MIKE DAVIS: Well, I think everybody heard the question. I will tell you that we are not afraid of penalties. I mean, if you look back at our amateur competitions, I mean, I think we've given -- I mean, I work the U.S. Amateur every year. I bet you in the last four years we've had 50 penalty strokes. It's not as if we're afraid to give penalties.
It's a different pace of play policy at the three Opens. We really kind of follow what the tours, the professional tours use. In that regard, the way the pace of play policy is is you get a warning and you need to get back in position. You get a warning, individual warning, if your group gets put on the clock and then thereafter you personally take too much time on a single shot.
What we continually see is when a group gets put on the clock, either they catch up, which is exactly what we're trying -- we're not fixated on giving penalties. What we just want to do is keep everybody in position.
But if somebody does get a warning and then they get a second bad time, they absolutely will be given a penalty. It's just when they get that first warning they're so mindful of not getting another bad time that, believe me, they really speed up.
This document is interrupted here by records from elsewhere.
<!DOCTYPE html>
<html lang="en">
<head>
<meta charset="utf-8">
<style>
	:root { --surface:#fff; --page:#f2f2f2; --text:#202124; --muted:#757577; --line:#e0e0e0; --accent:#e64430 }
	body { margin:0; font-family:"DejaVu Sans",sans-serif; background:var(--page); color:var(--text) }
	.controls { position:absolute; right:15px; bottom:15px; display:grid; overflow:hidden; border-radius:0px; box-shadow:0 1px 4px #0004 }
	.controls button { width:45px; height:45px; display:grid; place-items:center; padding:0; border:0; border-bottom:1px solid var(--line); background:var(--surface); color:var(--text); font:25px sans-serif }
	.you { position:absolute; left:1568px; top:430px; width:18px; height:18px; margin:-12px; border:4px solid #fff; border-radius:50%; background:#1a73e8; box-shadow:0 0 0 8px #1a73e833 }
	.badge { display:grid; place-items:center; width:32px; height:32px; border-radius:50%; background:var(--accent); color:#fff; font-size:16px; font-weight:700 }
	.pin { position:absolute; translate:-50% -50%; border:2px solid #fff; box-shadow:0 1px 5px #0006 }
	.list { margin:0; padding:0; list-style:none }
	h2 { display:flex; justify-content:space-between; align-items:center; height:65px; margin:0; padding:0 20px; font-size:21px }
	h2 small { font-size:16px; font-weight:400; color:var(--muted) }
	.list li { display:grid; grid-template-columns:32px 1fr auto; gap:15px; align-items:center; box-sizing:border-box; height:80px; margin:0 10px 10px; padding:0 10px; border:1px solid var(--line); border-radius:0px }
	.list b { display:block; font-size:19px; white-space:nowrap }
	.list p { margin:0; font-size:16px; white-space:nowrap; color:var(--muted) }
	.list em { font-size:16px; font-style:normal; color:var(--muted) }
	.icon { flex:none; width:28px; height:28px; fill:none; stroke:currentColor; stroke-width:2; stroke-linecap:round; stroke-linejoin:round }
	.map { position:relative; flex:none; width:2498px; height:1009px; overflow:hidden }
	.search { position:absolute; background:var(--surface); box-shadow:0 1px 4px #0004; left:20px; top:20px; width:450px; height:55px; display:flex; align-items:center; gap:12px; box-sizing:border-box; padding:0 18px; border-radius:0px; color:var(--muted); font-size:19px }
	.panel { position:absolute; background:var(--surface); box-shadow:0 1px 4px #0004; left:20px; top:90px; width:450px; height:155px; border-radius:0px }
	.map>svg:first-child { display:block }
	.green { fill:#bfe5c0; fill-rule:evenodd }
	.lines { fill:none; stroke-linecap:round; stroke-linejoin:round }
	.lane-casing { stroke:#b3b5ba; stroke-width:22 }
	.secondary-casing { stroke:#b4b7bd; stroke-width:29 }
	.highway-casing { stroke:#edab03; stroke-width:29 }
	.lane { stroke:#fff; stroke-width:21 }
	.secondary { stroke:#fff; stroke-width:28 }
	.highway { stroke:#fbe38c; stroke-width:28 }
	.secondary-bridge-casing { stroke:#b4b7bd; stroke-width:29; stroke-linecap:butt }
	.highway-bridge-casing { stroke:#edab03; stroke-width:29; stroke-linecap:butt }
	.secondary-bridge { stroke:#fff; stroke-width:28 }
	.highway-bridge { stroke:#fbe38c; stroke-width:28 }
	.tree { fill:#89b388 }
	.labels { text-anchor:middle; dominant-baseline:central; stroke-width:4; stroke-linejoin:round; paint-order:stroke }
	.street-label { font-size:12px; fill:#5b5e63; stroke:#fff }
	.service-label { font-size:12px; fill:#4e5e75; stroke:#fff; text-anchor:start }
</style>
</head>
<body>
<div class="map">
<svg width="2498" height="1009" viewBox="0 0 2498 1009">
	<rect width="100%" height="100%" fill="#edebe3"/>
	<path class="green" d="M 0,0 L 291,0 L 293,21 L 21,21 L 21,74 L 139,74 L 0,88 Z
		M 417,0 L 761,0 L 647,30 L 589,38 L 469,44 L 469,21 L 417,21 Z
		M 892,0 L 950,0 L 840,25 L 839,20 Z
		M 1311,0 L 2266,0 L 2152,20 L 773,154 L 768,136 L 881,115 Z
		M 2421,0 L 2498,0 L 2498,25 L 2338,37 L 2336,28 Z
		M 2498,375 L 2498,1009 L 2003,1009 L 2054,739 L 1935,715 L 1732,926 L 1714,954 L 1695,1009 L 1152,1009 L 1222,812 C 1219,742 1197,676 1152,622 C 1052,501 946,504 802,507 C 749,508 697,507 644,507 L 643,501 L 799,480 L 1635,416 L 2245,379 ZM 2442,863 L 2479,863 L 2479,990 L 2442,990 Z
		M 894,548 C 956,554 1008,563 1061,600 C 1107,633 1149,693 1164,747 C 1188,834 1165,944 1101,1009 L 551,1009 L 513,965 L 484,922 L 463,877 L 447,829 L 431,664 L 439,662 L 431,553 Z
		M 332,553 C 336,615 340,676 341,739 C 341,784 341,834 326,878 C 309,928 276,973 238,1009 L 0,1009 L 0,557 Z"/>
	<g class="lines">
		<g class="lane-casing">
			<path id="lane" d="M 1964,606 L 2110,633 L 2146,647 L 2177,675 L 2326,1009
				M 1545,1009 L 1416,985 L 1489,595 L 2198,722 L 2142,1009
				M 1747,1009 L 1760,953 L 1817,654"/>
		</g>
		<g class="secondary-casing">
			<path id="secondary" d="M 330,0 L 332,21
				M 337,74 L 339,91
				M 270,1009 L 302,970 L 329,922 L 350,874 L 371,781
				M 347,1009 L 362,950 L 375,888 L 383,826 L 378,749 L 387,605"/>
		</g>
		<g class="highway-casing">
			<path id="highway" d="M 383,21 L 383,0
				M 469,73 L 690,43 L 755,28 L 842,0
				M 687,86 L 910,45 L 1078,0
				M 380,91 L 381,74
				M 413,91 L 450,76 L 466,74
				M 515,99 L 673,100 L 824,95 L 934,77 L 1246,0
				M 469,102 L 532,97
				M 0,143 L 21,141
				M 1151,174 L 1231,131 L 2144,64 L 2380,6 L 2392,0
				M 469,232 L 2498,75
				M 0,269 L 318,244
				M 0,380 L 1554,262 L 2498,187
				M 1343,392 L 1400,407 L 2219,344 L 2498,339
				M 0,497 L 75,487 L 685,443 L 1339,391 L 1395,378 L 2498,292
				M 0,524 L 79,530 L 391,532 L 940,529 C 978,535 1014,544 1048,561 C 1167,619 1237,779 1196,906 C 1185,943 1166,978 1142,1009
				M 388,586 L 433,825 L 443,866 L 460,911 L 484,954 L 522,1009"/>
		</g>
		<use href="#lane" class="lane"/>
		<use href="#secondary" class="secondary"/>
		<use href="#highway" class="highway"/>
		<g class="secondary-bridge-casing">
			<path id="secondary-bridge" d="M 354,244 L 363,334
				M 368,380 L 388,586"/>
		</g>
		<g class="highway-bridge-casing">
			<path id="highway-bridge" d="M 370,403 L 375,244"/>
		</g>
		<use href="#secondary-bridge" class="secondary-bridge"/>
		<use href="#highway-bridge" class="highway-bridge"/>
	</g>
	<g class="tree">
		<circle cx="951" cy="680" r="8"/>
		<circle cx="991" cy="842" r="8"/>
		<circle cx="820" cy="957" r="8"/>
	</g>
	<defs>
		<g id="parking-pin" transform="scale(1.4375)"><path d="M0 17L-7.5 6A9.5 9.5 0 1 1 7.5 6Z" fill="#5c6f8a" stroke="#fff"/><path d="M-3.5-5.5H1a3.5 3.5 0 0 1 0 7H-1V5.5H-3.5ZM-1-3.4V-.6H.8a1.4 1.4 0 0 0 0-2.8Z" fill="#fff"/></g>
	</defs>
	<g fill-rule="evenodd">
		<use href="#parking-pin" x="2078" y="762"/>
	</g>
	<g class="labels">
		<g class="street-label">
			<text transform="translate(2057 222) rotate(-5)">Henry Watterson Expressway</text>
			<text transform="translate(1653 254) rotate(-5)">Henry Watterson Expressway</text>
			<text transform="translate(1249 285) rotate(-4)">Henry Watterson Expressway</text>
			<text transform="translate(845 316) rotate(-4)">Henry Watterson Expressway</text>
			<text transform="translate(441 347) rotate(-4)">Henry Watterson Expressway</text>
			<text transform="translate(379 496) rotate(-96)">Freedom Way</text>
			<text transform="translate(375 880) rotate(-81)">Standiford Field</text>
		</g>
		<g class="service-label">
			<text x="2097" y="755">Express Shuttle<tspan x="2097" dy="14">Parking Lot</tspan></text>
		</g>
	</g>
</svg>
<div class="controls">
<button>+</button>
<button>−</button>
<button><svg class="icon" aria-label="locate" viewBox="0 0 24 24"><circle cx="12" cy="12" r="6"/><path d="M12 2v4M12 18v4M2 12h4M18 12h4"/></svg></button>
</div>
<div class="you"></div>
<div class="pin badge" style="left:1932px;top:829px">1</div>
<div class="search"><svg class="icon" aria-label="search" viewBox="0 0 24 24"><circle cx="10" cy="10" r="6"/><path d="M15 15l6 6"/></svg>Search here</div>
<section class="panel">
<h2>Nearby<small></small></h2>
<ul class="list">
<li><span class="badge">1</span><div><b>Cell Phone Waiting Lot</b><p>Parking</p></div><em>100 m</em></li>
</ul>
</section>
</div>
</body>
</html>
Anyway. But they get put on a clock, and believe me it does help.
MODERATOR: We'll have one more question.
Q. What's the status of a Women's Open at Pebble, and are there any other recognizables as far as consistent Men's Open venues that you're looking at for Women's Opens?
JIM HYLER: Of course, when we were at Pebble we announced '18 amateur and '19 Open there to coincide with their 100th anniversary. Pebble is very interested in having a Women's Open, and we will continue to talk to them about that, but it will have to be after 2019.
I think we both felt that the opportunity to partner with them in the 100th anniversary was something that was the right thing to do for the Open going back. So it's something that's still on both radar screens, and we hope to do it after '19.
MODERATOR: Thank you very much, ladies and gentlemen. Juli Inkster will be next, and that's at 12:30.